---------- Input records ----------

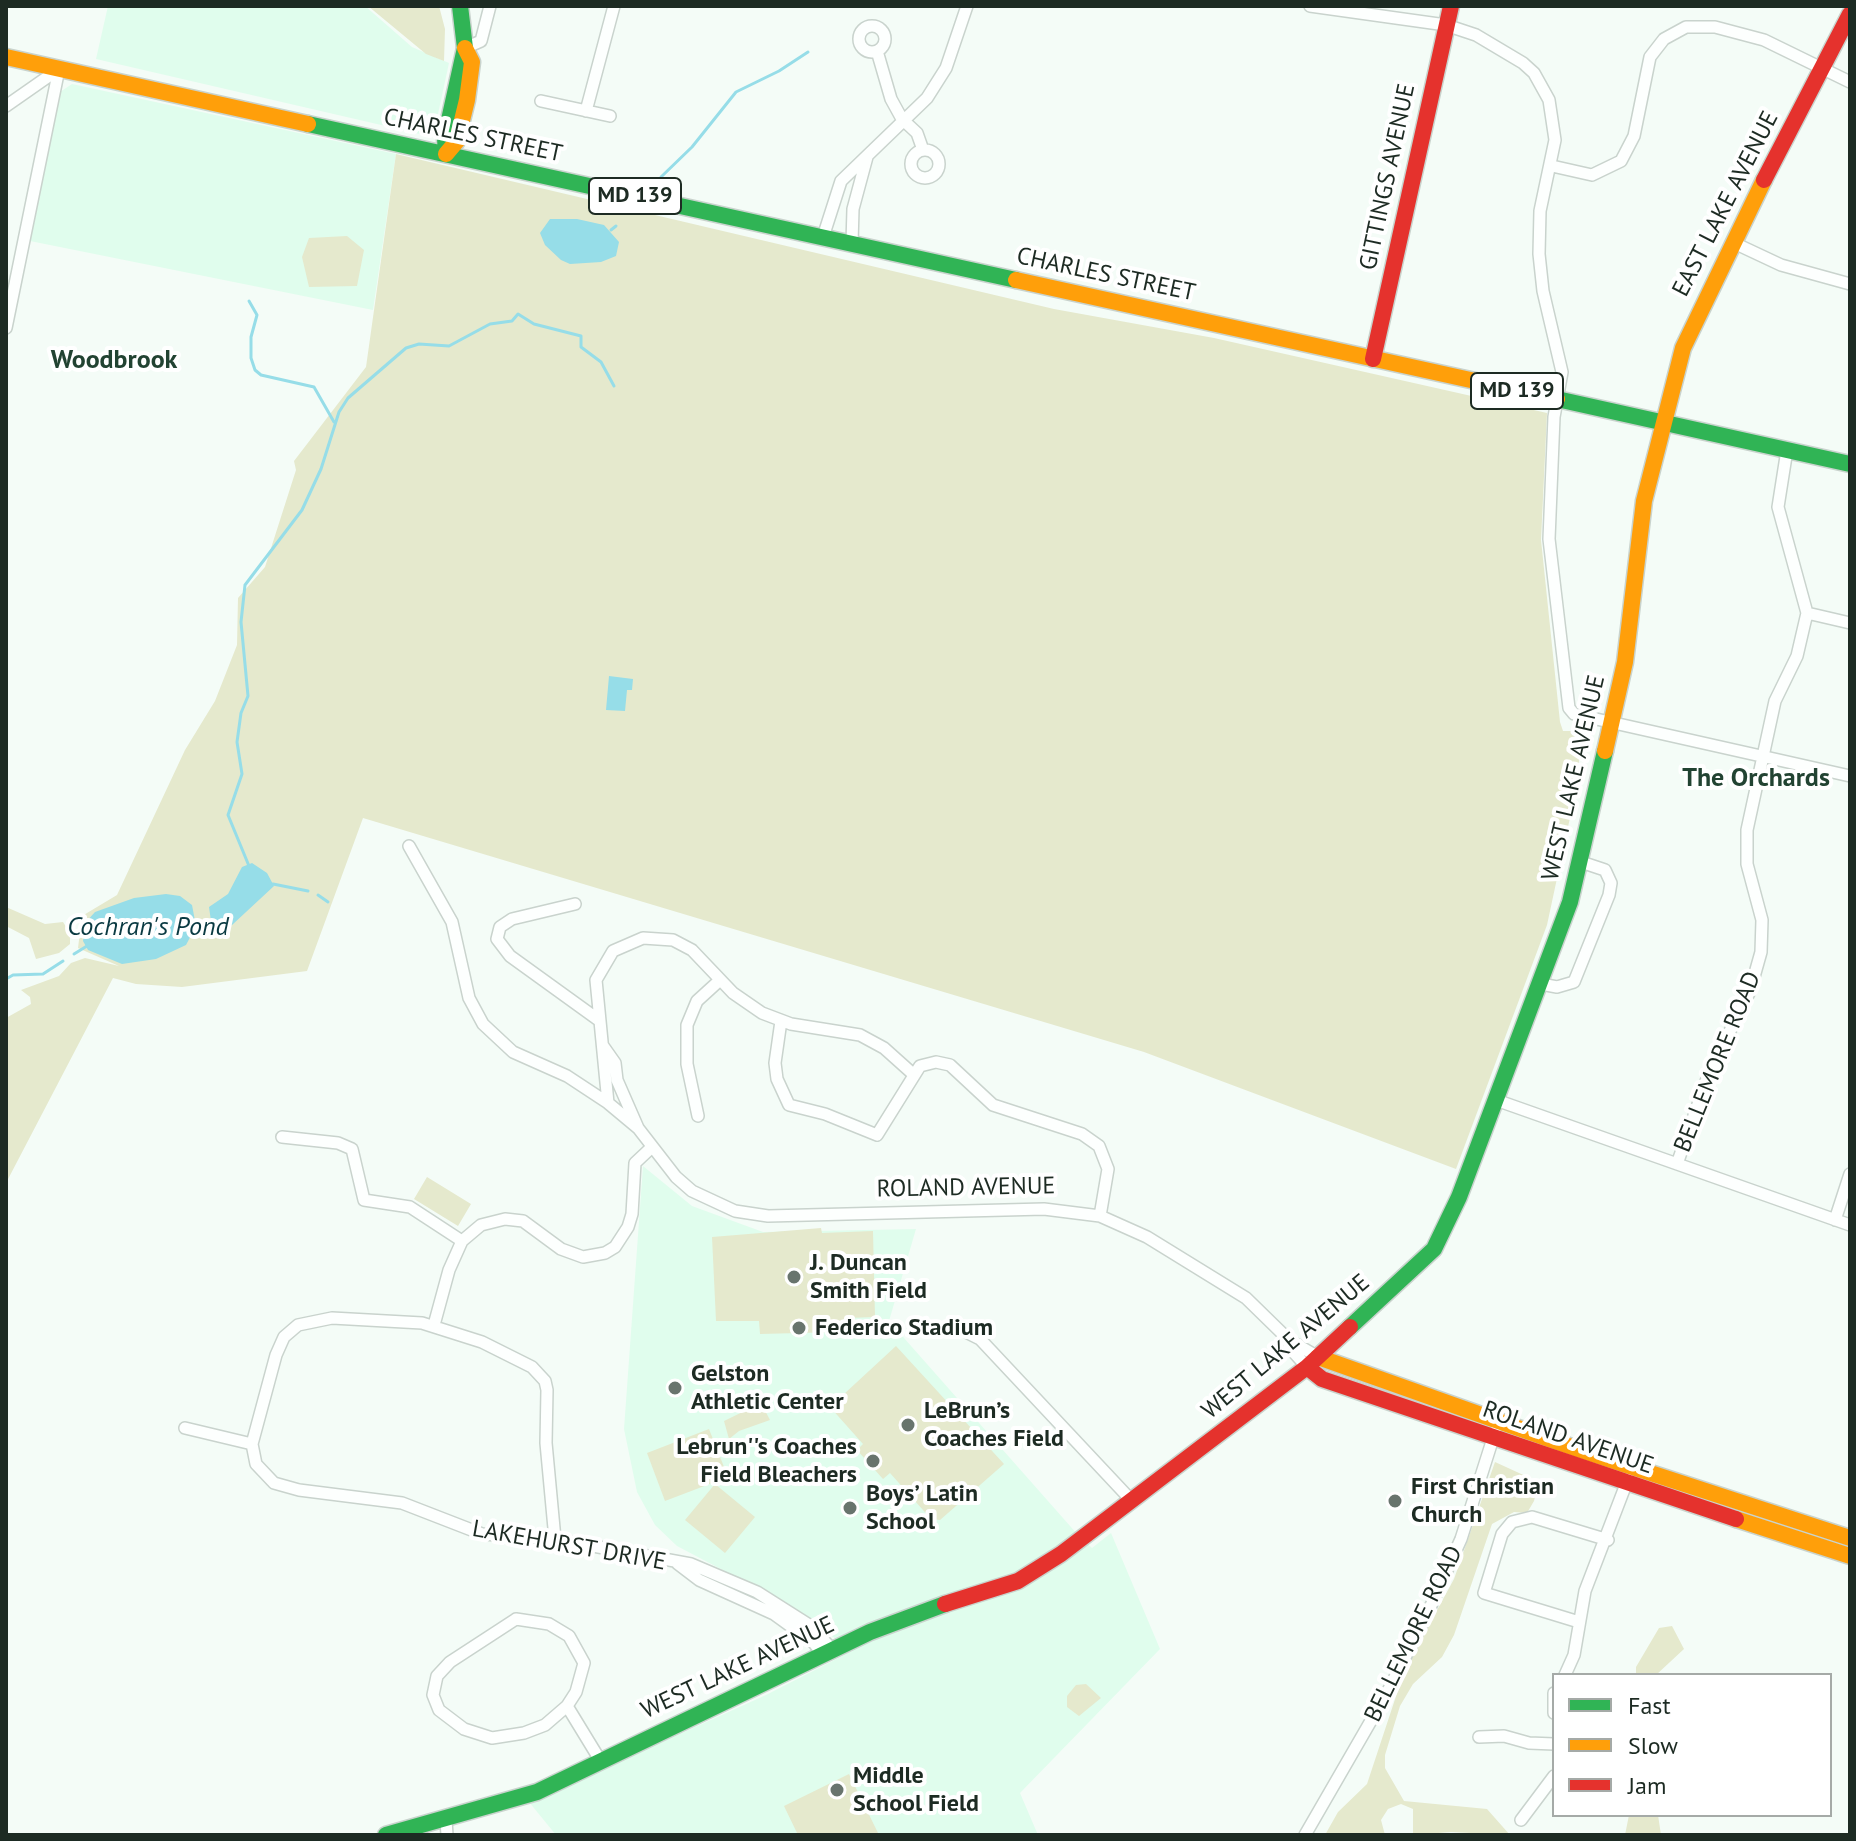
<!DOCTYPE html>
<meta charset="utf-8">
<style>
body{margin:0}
#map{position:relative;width:1856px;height:1841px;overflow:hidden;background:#f4fcf7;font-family:"PT Sans",sans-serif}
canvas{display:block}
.frame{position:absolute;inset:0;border:8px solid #1d2b23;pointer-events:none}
.legend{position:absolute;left:1552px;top:1673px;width:280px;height:144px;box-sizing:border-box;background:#fff;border:2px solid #a5aaa7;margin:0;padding:10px 14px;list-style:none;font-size:24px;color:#1d2b23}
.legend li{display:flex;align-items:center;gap:16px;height:40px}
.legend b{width:40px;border:2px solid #a5aaa7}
</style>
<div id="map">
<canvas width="1856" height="1841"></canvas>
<div class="frame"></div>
<ul class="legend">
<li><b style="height:10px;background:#30b455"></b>Fast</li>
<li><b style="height:10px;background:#ff9f0a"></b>Slow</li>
<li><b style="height:10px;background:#e5322d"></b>Jam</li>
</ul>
</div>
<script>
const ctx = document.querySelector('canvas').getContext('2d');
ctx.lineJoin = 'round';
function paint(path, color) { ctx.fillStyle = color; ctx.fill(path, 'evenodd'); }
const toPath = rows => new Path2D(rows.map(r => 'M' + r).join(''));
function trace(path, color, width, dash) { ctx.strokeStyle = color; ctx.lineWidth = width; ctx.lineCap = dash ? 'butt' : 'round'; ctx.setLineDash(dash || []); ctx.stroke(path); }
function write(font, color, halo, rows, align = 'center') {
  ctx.font = font + ' "PT Sans",sans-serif'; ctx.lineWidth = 8; ctx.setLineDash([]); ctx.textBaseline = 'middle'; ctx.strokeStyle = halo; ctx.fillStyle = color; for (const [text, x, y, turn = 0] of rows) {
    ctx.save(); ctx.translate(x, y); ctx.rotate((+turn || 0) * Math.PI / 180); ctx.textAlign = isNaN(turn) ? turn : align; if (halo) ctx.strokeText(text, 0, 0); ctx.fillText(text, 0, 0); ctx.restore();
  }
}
const built = toPath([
 [108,6,365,6,412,47,449,63,433,137,96,59],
 [72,84,396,154,373,310,30,241,60,92],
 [643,1166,692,1206,763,1232,916,1229,889,1321,1078,1535,1092,1548,1111,1533,1160,1649,1020,1793,1038,1835,556,1835,529,1802,766,1695,852,1651,793,1607,677,1546,655,1525,637,1492,624,1429]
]);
const green = toPath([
 [368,6,439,6,445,29,444,61,426,54],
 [396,154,1054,309,1214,338,1547,413,1541,540,1560,722,1563,731,1583,731,1574,799,1547,925,1456,1169,1144,1052,363,818,307,971,182,987,136,984,113,978,6,1183,6,1018,31,1004,30,997,21,990,59,976,71,963,85,958,119,966,78,948,82,916,117,895,185,750,215,701,237,645,238,598,265,567,296,470,294,461,366,367],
 [347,236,364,250,357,286,309,287,302,257,309,238],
 [6,907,45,924,63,922,70,933,70,944,59,953,36,959,29,938,6,926],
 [427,1177,471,1204,458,1226,414,1199],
 [821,1228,822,1233,873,1231,875,1317,848,1318,839,1322,839,1332,760,1334,759,1321,716,1321,712,1237],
 [896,1346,1004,1464,940,1520,931,1519,890,1473,883,1479,857,1450,863,1444,830,1407],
 [761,1403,770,1420,739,1431,729,1439,724,1421],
 [709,1429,728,1477,665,1501,647,1453],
 [1495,1462,1530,1478,1537,1489,1534,1501,1527,1513,1514,1512,1492,1524,1454,1635,1442,1657,1413,1684,1400,1706,1385,1755,1385,1768,1404,1801,1487,1809,1510,1835,1451,1832,1413,1835,1413,1809,1401,1804,1388,1809,1381,1820,1385,1835,1325,1835,1338,1812,1367,1784,1405,1669,1454,1579],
 [715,1484,755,1517,725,1553,685,1520],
 [1672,1626,1684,1649,1656,1675,1636,1675,1636,1667,1659,1628],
 [1086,1684,1101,1698,1079,1716,1067,1707,1067,1696,1076,1685],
 [849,1774,879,1835,798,1835,784,1806],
 [1629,1815,1658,1815,1661,1835,1625,1835]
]);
const water = toPath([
 [550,219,577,219,604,225,619,242,616,256,601,262,570,264,561,260,545,245,540,233],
 [609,676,633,679,632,690,627,690,625,711,606,710],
 [252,863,267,873,274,886,232,925,220,931,211,921,209,907,228,894,242,867],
 [166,894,180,896,192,905,196,926,186,945,156,959,122,964,88,950,83,941,86,922,95,912,134,898]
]);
const stream = toPath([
 [661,177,692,147,736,92,779,71,808,52],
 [611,230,616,226],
 [249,301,257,315,251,337,251,358,255,370,261,375,314,387,334,422],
 [249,866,228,815,242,774,237,742,241,713,248,696,241,622,245,585,302,510,321,469,339,412,348,398,406,348,419,344,449,346,490,324,512,321,518,314,534,324,581,336,581,347,601,362,614,386],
 [273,884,308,891],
 [318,895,328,902],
 [74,954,87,946],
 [6,979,13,975,43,974,63,961]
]);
const street = toPath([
 [1310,6,1446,25,1476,35,1523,63,1534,73,1549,100,1555,140,1540,211,1539,254,1543,291,1562,372,1554,417,1549,539,1569,708,1574,714,1850,776],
 '859 39a13 13 0 1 1 26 0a13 13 0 1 1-26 0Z',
 [465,48,481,41,490,6],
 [877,51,891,99,902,119,917,133,923,150],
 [541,101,610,116],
 [6,106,59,69],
 [586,111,614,6],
 '911 164a14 14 0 1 1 28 0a14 14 0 1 1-28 0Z',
 [1552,166,1592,175,1621,161,1634,136,1650,57,1664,39,1686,27,1715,27,1764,40,1850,82],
 [823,237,841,181,927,98,946,68,967,6],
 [1732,242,1781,265,1850,284],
 [852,243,853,209,867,157],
 [6,328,59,69],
 [1807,613,1850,623],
 [409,846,452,922,469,998,483,1024,513,1052,567,1076,608,1103,638,1128,676,1177,692,1191,735,1211,768,1216,1044,1209,1100,1216,1147,1237,1246,1298,1289,1340,1289,1347,1307,1367],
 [575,904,512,919,500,927,497,939,510,956,600,1021],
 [1541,984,1557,987,1574,982,1609,895,1611,883,1605,870,1581,862],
 [781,1021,775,1063,777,1079,789,1105,825,1114,877,1135,920,1066,936,1062,950,1065,993,1105,1082,1134,1099,1146,1108,1169,1100,1216],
 [603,1046,615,1063,617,1080,638,1128],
 [1496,1100,1850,1225],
 [608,1103,596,980,613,951,643,938,673,940,692,950,733,993,762,1013,791,1024,860,1035,884,1048,913,1074],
 [698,1116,687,1064,687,1025,697,1001,720,980],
 [282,1137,338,1143,352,1149,364,1200,410,1207,462,1241],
 [1677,1164,1709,1073,1750,991,1761,952,1762,920,1747,864,1747,830,1775,701,1797,656,1807,613,1778,507,1787,450],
 [1835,1220,1850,1174],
 [434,1325,449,1270,462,1241,481,1225,505,1219,523,1221,561,1249,583,1257,605,1253,615,1247,628,1227,632,1214,635,1163,652,1147],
 [964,1331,980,1339,1132,1501],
 [1289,1340,1318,1357],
 [185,1428,252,1444],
 [555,1539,546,1443,547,1390,545,1381,532,1367,482,1342,422,1323,332,1318,298,1325,284,1337,276,1355,252,1444,256,1464,274,1483,299,1490,402,1503,482,1534,555,1539,691,1564,757,1592,809,1625,833,1650],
 [678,1564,699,1580,774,1614,814,1643,823,1655],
 [516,1619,549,1624,569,1636,584,1663,576,1692,567,1706,545,1725,524,1733,492,1738,464,1729,439,1710,433,1695,437,1676,450,1662,516,1619],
 [1579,1622,1484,1593,1502,1534,1512,1522,1532,1517,1608,1540],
 [1565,1675,1574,1655,1585,1591,1628,1479],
 [1554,1693,1554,1713],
 [567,1706,600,1760],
 [1479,1737,1504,1736,1529,1743,1554,1744],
 [446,1820,447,1835],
 [1521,1820,1554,1776],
 [1305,1835,1387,1693,1429,1610,1461,1539,1495,1432]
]);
const fast = toPath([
 [308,124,1016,280],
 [446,154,445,138,465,48,460,6],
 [1557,399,1850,464],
 [1350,1327,1434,1249,1459,1197,1570,902,1605,751],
 [386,1835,537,1792,870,1632,945,1604]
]);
const slow = toPath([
 [6,57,308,124],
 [446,154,457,141,467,100,472,62,465,48],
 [1016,280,1557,399],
 [1605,751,1625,662,1644,501,1683,348,1764,180],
 [1318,1357,1580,1450,1850,1538],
 [1736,1519,1850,1556]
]);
const jam = toPath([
 [1764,180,1850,14],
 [1373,359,1451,6],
 [1307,1367,1322,1379,1736,1519],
 [945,1604,1018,1581,1061,1554,1307,1367,1350,1327]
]);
const markers = [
 [794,1277,8,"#68746d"],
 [799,1328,8,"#68746d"],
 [675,1388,8,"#68746d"],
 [908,1425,8,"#68746d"],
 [873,1461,8,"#68746d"],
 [1395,1501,8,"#68746d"],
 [850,1508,8,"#68746d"],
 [837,1790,8,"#68746d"]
];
const shields = [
 [635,196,92],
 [1517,391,92]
];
const shieldNames = [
 ["MD 139",635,196],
 ["MD 139",1517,391]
];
const streetNames = [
 ["CHARLES STREET",473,136,12],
 ["GITTINGS AVENUE",1388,177,-78],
 ["EAST LAKE AVENUE",1726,204,-63],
 ["CHARLES STREET",1106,275,12],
 ["WEST LAKE AVENUE",1574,778,-77],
 ["BELLEMORE ROAD",1718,1062,-68],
 ["ROLAND AVENUE",966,1188,-1],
 ["WEST LAKE AVENUE",1286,1347,-40],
 ["ROLAND AVENUE",1568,1438,19],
 ["LAKEHURST DRIVE",569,1546,10],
 ["BELLEMORE ROAD",1414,1634,-64],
 ["WEST LAKE AVENUE",738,1668,-25]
];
const poiNames = [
 ["J. Duncan",810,1263],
 ["Smith Field",810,1291],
 ["Federico Stadium",815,1328],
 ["Gelston",691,1374],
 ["Athletic Center",691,1402],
 ["LeBrun’s",924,1411],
 ["Coaches Field",924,1439],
 ["Lebrun''s Coaches",857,1447,"right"],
 ["Field Bleachers",857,1475,"right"],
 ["First Christian",1411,1487],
 ["Church",1411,1515],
 ["Boys’ Latin",866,1494],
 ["School",866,1522],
 ["Middle",853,1776],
 ["School Field",853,1804]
];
const neighbourhoodNames = [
 ["Woodbrook",114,361],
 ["The Orchards",1756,779]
];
const waterNames = [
 ["Cochran's Pond",148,928]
];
paint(built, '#e0fded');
paint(green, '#e5e9cd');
paint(water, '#96dde8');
trace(stream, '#96dde8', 3);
trace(street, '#c9d3cd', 14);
trace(fast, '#c9d3cd', 19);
trace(slow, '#c9d3cd', 19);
trace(jam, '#c9d3cd', 19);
trace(street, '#fdfffe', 11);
trace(fast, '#30b455', 16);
trace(slow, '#ff9f0a', 16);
trace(jam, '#e5322d', 16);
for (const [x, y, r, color] of markers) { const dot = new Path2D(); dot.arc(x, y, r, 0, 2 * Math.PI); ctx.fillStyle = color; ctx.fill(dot); trace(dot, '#fff', 3); }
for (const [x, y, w] of shields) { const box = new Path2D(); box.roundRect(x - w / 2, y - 18, w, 36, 6); ctx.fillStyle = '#fff'; ctx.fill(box); trace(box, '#1d2b23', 2); }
write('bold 22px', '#1d2b23', null, shieldNames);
write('24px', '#1d2b23', '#fff', streetNames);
write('bold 24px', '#1d2b23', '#fff', poiNames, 'left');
write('bold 26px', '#224332', '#fff', neighbourhoodNames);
write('italic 26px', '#0a3a42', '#fff', waterNames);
</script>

----------

From the entries above, print the lines beginning at the one with "ctx.font = font" and stopping after the one with "[1629,1815,1658,1815,1661,1835,1625,1835]", exactly as written and with nothing else.

  ctx.font = font + ' "PT Sans",sans-serif'; ctx.lineWidth = 8; ctx.setLineDash([]); ctx.textBaseline = 'middle'; ctx.strokeStyle = halo; ctx.fillStyle = color; for (const [text, x, y, turn = 0] of rows) {
    ctx.save(); ctx.translate(x, y); ctx.rotate((+turn || 0) * Math.PI / 180); ctx.textAlign = isNaN(turn) ? turn : align; if (halo) ctx.strokeText(text, 0, 0); ctx.fillText(text, 0, 0); ctx.restore();
  }
}
const built = toPath([
 [108,6,365,6,412,47,449,63,433,137,96,59],
 [72,84,396,154,373,310,30,241,60,92],
 [643,1166,692,1206,763,1232,916,1229,889,1321,1078,1535,1092,1548,1111,1533,1160,1649,1020,1793,1038,1835,556,1835,529,1802,766,1695,852,1651,793,1607,677,1546,655,1525,637,1492,624,1429]
]);
const green = toPath([
 [368,6,439,6,445,29,444,61,426,54],
 [396,154,1054,309,1214,338,1547,413,1541,540,1560,722,1563,731,1583,731,1574,799,1547,925,1456,1169,1144,1052,363,818,307,971,182,987,136,984,113,978,6,1183,6,1018,31,1004,30,997,21,990,59,976,71,963,85,958,119,966,78,948,82,916,117,895,185,750,215,701,237,645,238,598,265,567,296,470,294,461,366,367],
 [347,236,364,250,357,286,309,287,302,257,309,238],
 [6,907,45,924,63,922,70,933,70,944,59,953,36,959,29,938,6,926],
 [427,1177,471,1204,458,1226,414,1199],
 [821,1228,822,1233,873,1231,875,1317,848,1318,839,1322,839,1332,760,1334,759,1321,716,1321,712,1237],
 [896,1346,1004,1464,940,1520,931,1519,890,1473,883,1479,857,1450,863,1444,830,1407],
 [761,1403,770,1420,739,1431,729,1439,724,1421],
 [709,1429,728,1477,665,1501,647,1453],
 [1495,1462,1530,1478,1537,1489,1534,1501,1527,1513,1514,1512,1492,1524,1454,1635,1442,1657,1413,1684,1400,1706,1385,1755,1385,1768,1404,1801,1487,1809,1510,1835,1451,1832,1413,1835,1413,1809,1401,1804,1388,1809,1381,1820,1385,1835,1325,1835,1338,1812,1367,1784,1405,1669,1454,1579],
 [715,1484,755,1517,725,1553,685,1520],
 [1672,1626,1684,1649,1656,1675,1636,1675,1636,1667,1659,1628],
 [1086,1684,1101,1698,1079,1716,1067,1707,1067,1696,1076,1685],
 [849,1774,879,1835,798,1835,784,1806],
 [1629,1815,1658,1815,1661,1835,1625,1835]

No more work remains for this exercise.